The danger here is to go from non-existent “Angels of Sodom”, to the all-too-realistic “Days of Sodom”, because cases of ill-justice are not, when summed up, simple path errors, but alarm bells that should induce the anti-cult associations to reflect, in our view, saving for themselves the need of secularism and the need to protect the victims of abuse or violence, but without giving in to those justicialist and illiberal temptations that often corrupt the best intentions. 
 
Otherwise, with the end of the Era of Mania in the first fifteen years (’83 – ’89), when the work of the first anti-cult groups – ARIS and GRIS – made us witness cases like that of Pesce and Dimitri at the beginning of their fight for the reintroduction of the crime of plagio and the dissemination of the first waves of moral panic on the subject; and concluding with the next Era (’97-2013), in which a police department was born under a strong “smell” of unconstitutionality and certainly not secular, as it is  coordinated by a Catholic priest, while dramatic and ungrounded events summed up in Courts, flanked by actual media pillories; the risk is now, 2014,  that of joining, with the hypothesis of an Italian MIVILUDES, the Era of Blood. 
 
One cannot ignore the assessment of the results of the SAS before one can even consider the idea of a special inter-ministerial government agency; neither we can continue to ignore the weight of the documents published by Libero Credo, especially with regards to the treatment reserved to critical voices.
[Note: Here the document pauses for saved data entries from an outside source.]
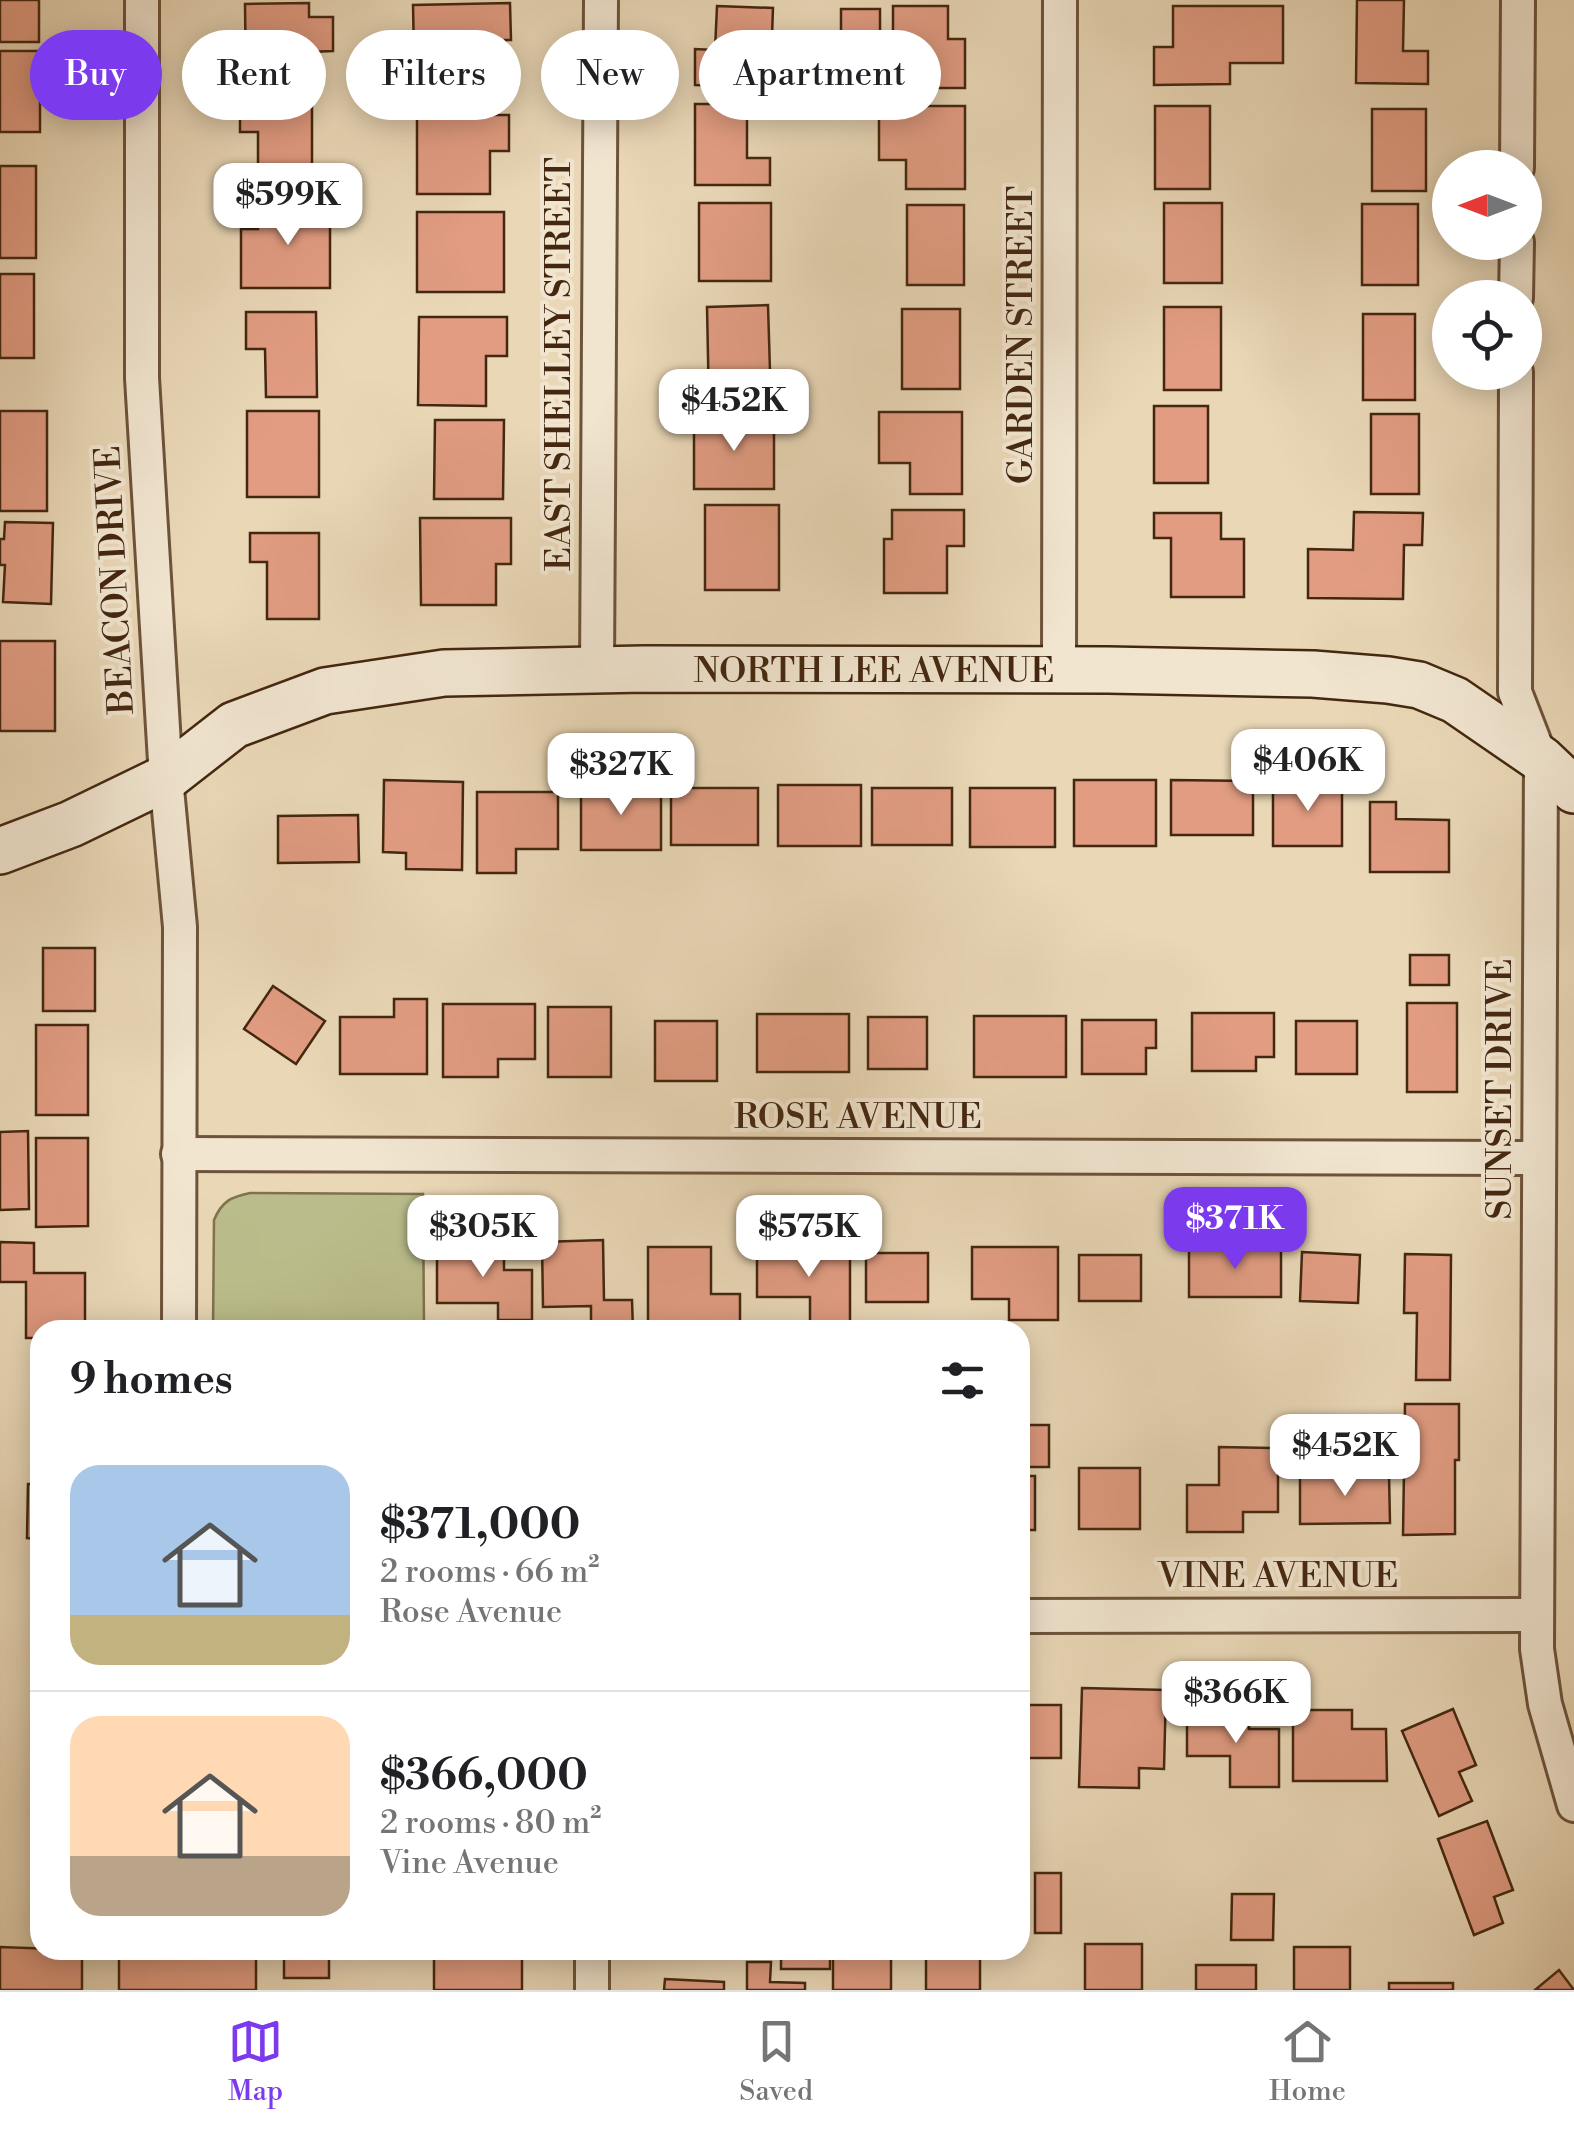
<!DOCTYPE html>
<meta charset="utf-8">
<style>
:root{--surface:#fff;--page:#f2f2f2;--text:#202124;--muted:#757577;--line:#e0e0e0;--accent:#7c3aed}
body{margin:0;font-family:"Libre Bodoni",serif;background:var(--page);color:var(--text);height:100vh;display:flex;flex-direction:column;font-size:38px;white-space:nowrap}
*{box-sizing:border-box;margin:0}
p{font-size:32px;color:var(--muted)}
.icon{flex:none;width:55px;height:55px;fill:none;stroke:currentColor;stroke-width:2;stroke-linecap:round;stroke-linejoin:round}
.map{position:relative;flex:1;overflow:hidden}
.sheet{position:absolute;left:30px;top:1320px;width:1000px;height:640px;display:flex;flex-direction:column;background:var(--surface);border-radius:30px;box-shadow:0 5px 25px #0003}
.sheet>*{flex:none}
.guide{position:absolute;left:30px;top:30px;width:1000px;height:90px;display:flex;gap:20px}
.needle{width:65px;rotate:270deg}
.tools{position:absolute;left:1432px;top:150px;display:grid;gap:20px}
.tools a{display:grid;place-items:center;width:110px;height:110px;border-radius:50%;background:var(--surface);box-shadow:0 5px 25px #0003;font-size:50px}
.price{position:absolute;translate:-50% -85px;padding:0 22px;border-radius:20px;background:#fff;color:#222;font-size:32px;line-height:65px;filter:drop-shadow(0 2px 5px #0008)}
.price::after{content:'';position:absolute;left:50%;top:60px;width:30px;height:22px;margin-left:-15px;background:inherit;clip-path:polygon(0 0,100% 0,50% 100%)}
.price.selected{background:var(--accent);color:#fff}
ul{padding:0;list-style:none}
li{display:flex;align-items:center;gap:30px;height:250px;padding:0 40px}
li+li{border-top:2px solid var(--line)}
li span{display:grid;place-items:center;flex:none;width:280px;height:200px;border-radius:30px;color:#555}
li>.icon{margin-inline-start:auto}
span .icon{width:120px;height:120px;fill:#fffc;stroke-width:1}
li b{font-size:42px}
h2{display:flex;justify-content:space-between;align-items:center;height:120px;padding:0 40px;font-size:42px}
.pill{padding:0 35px;border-radius:45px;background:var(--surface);box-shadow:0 5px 25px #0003;font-size:35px;line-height:90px}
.pill.selected{background:var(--accent);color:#fff}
.tab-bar{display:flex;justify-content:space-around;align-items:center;height:140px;border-top:2px solid var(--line);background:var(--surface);font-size:28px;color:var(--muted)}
.tab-bar a{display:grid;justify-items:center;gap:5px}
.tab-bar .selected{color:var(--accent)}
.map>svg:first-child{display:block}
.green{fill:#babd8b;stroke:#7f724e;stroke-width:2.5}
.building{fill:#e19c82;stroke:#442710;stroke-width:2.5}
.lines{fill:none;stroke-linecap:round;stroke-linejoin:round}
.street-casing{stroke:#6d533a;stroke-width:38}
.secondary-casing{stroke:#442710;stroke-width:50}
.street{stroke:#f1e5d0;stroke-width:32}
.secondary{stroke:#f1e5d0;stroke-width:45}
.labels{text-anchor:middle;stroke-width:8;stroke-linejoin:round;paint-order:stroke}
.street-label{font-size:35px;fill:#442710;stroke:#f1e5d0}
</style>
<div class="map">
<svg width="1574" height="1990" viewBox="0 0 1574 1990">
<rect width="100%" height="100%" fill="#e9d7b6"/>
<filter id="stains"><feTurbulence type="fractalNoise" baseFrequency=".002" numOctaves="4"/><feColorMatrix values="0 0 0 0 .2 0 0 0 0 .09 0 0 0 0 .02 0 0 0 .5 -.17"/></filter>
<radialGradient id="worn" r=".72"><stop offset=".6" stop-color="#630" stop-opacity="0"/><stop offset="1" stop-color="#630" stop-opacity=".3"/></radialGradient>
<!-- green -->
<path class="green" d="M250,1193L423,1194L424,1330H213L214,1220C222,1201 231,1197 250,1193Z"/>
<!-- building -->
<g class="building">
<rect x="0" y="0" width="39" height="42"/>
<path d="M1357,0H1404L1403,51H1428V84L1356,83Z"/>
<path d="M309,3V17H333V51L308,52L309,89L246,90L245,4Z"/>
<path d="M510,3L511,40H505L506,90L435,92L433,55H414L413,5Z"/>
<path d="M717,6L773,8L772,36H763L761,87L695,85V49L715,50Z"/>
<path d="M893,6H948V39H965V88H873V58H893Z"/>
<path d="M1173,6H1283V63H1230V84L1154,85V47H1173Z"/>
<rect x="841" y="9" width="39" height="39"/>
<rect x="0" y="51" width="40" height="81"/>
<path d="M695,104H747V158H770V185H695Z"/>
<path d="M240,105H312V189H258V132H240Z"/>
<path d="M879,106H965V189H906V160H879Z"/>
<rect x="1155" y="106" width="55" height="83"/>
<rect x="1372" y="109" width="54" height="82"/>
<path d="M417,115H509V151H490V194H417Z"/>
<rect x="0" y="166" width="36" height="92"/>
<path d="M258,203L330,204V288H241V229H258Z"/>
<rect x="699" y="203" width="72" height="78"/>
<rect x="1164" y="203" width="58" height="80"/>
<rect x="1362" y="204" width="56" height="81"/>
<rect x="907" y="205" width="57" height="80"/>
<rect x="417" y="212" width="87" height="80"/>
<rect x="0" y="274" width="34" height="84"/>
<path d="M768,305L771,404L709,406L707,307Z"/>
<rect x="1164" y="307" width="57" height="83"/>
<rect x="902" y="309" width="58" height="80"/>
<path d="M246,312H316L317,397H266L265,349H246Z"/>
<rect x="1363" y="314" width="52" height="86"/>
<path d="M419,317H507V356H486V406L418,405Z"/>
<rect x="1154" y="406" width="54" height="77"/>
<rect x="0" y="411" width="47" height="100"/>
<rect x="247" y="411" width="72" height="86"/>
<path d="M879,412H962V494H910V463H879Z"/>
<rect x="1371" y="414" width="48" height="80"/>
<rect x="694" y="418" width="80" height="71"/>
<path d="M435,420H504L503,499H434Z"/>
<rect x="705" y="505" width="74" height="85"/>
<path d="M892,510H964V546H947V593H884V539H892Z"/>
<path d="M1354,512L1423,513L1422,545H1404L1403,599L1308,598V549L1353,550Z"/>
<path d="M1154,513H1221V539H1244V597H1171V538H1154Z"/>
<path d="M420,518H511V564H496V605H421Z"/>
<path d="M5,522L53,523L51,604L3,602L5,565H0V539H4Z"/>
<path d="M250,533H319V619H267V562H250Z"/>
<rect x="0" y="641" width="55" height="90"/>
<path d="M384,780L463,782L462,870L406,869V853L383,852Z"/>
<rect x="1074" y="780" width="82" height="66"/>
<path d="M1171,780L1253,781V835H1171Z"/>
<rect x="1273" y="782" width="69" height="64"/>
<rect x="778" y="785" width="83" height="61"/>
<rect x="581" y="787" width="80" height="63"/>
<rect x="671" y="788" width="87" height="57"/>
<rect x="872" y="788" width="80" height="57"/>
<rect x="970" y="788" width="85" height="59"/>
<path d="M477,792H558V849H516V873H477Z"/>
<path d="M1370,802H1396V819L1449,820V872H1370Z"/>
<path d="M358,815L359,862L278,863V816Z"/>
<rect x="43" y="948" width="52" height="63"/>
<rect x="1410" y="955" width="39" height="30"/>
<path d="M273,986L325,1021L296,1064L244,1029Z"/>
<path d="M394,999H427V1074H340V1017H394Z"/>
<rect x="1407" y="1003" width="50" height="89"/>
<path d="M443,1004H535V1059H498V1077H443Z"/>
<rect x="548" y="1007" width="63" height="70"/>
<path d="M1192,1013H1274V1057H1256V1071H1192Z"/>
<rect x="757" y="1014" width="92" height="58"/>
<rect x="974" y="1016" width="92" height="61"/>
<rect x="868" y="1017" width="59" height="52"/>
<path d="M1082,1020H1156V1048H1146V1074H1082Z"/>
<rect x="655" y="1021" width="62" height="60"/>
<rect x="1296" y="1021" width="61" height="53"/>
<rect x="36" y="1025" width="52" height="90"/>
<path d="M28,1131L29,1209L0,1210V1132Z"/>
<path d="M36,1138H88V1226L36,1227Z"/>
<path d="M603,1240L604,1300H632L633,1330H591V1306L543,1307L542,1242Z"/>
<path d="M0,1242L34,1243V1273H85V1330H40V1338H26V1282H0Z"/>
<path d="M437,1245H504V1270H532V1320H498V1303H437Z"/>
<path d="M648,1247H711V1294H740V1330H648Z"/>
<path d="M757,1247H850V1325H810V1297H757Z"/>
<path d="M972,1247H1058V1320H1009V1299H972Z"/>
<rect x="1189" y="1247" width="92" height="50"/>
<path d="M1302,1252L1360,1255L1358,1303L1300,1301Z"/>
<rect x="866" y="1253" width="62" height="49"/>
<path d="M1405,1254L1451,1255L1450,1380H1416L1417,1313H1404Z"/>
<rect x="1079" y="1255" width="62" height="46"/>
<path d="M1405,1404H1459V1460H1455V1534L1403,1535Z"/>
<rect x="1020" y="1425" width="29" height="42"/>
<path d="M1219,1447L1278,1448V1512H1243V1532H1187V1485H1219Z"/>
<rect x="1079" y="1468" width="61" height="61"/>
<path d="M1389,1474L1390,1523L1300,1524V1475Z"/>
<rect x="1020" y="1476" width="15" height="54"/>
<path d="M28,1484H40V1539L27,1538Z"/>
<path d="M1082,1688L1166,1690L1164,1769L1139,1768V1788L1079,1787Z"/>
<rect x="1020" y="1705" width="41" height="53"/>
<path d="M1453,1709L1476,1765L1459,1772L1472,1801L1439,1816L1402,1731Z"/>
<path d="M1293,1710H1352V1729H1386L1387,1781H1293Z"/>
<path d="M1249,1711V1729H1279V1787H1230V1756H1187V1712Z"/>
<path d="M1487,1821L1513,1890L1494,1897L1503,1923L1474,1935L1438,1839Z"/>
<rect x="1035" y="1873" width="26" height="60"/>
<path d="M1232,1894H1274L1273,1940H1231Z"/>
<rect x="1085" y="1944" width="57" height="46"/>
<path d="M0,1947L82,1950V1990H0Z"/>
<rect x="1294" y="1947" width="56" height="43"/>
<rect x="119" y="1950" width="137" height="40"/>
<rect x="284" y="1950" width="45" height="28"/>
<rect x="434" y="1950" width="88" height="40"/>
<rect x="781" y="1950" width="49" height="19"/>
<rect x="833" y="1950" width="58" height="40"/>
<rect x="926" y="1950" width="54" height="40"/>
<path d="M747,1962H771L770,1982L805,1983V1990H747Z"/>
<rect x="1196" y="1965" width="60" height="25"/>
<path d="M1559,1970L1574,1990H1535Z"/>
<path d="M665,1979L724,1982V1990H664Z"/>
<rect x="1389" y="1983" width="64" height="7"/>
</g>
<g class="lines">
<!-- street casing -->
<g class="street-casing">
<g id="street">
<path d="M142,0V378L166,778L180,927L179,1330"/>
<path d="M1517,168L1518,0"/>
<path d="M1516,298L1517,242"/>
<path d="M1516,372L1515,692L1541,759L1537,1649L1545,1704L1574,1805"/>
<path d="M597,669L601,0"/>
<path d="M1059,671L1060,0"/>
<path d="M178,1154L1538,1158"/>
<path d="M1020,1616L1536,1615"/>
<path d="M592,1990V1950"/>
</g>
</g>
<!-- secondary casing -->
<g class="secondary-casing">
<path id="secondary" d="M0,851L71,824L166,778L234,725L325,691L444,673L644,669L1108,670L1313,674L1388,680L1419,685L1455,700L1541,759L1574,790"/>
</g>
<!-- street -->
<use href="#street" class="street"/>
<!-- secondary -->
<use href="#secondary" class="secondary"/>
</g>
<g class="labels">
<!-- street labels -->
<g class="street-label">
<text transform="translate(1020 335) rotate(-90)" y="12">GARDEN STREET</text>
<text transform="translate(558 364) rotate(-90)" y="12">EAST SHELLEY STREET</text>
<text transform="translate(114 580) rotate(-93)" y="12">BEACON DRIVE</text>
<text x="874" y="682">NORTH LEE AVENUE</text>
<text transform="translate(1499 1089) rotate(-90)" y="12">SUNSET DRIVE</text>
<text x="858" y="1128">ROSE AVENUE</text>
<text x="1278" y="1587">VINE AVENUE</text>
</g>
</g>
<rect width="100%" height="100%" filter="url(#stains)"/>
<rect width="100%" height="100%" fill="url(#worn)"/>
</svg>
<div class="tools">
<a><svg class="needle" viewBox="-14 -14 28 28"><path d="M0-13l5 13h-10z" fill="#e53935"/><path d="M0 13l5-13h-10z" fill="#757577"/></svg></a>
<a><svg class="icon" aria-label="locate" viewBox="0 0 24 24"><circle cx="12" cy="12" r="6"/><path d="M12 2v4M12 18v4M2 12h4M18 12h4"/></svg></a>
</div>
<b class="price" style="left:288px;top:248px">$599K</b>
<b class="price" style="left:734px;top:454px">$452K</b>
<b class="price" style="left:1308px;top:814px">$406K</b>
<b class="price" style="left:621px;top:818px">$327K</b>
<b class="price selected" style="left:1235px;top:1272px">$371K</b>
<b class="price" style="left:483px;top:1280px">$305K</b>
<b class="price" style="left:809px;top:1280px">$575K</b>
<b class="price" style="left:1345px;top:1499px">$452K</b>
<b class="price" style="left:1236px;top:1746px">$366K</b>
<div class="guide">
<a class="pill selected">Buy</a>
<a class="pill">Rent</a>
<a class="pill">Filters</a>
<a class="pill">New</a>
<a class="pill">Apartment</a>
</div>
<section class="sheet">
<h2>9 homes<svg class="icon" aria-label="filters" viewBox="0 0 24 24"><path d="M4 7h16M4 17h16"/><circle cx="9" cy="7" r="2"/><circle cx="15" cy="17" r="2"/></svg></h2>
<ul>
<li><span style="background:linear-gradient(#a9c7e8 75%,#c2b280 0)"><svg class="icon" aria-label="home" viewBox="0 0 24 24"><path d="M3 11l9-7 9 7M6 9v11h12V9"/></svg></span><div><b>$371,000</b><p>2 rooms · 66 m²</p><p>Rose Avenue</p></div></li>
<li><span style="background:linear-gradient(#ffd9b3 70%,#b9a48a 0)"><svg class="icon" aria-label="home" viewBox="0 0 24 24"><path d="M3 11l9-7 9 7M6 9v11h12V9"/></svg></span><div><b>$366,000</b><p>2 rooms · 80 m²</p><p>Vine Avenue</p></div></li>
</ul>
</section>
</div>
<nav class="tab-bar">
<a class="selected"><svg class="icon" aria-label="map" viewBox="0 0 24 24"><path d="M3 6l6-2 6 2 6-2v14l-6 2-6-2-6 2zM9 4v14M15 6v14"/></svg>Map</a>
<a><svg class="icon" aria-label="saved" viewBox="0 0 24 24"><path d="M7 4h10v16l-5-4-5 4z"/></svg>Saved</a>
<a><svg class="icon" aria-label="home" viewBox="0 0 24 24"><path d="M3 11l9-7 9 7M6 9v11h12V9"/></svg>Home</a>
</nav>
Would the ominous scenario of connivance and pressures outlined by this unspoken Wikileaks be proven realistic, it is legitimate to assume that, would one decide to create an inter-ministerial body or legislate on a crime of mental manipulation (plagio), it would also be up to us too, then, and to all the dissidents, the irregular ones, the stubborn ones, the “eternally opposed” ones, to wear the famous blue ribbon of Pier Paolo Pasolini, along with Scientologists, Damanhurians, Satanists, Jehovah’s Witnesses (the latter already accustomed to wear identification marks from the Holocaust era), and who would be left with the eternal question to shout before the martyrdom: “My God, why hast thou forsaken us”?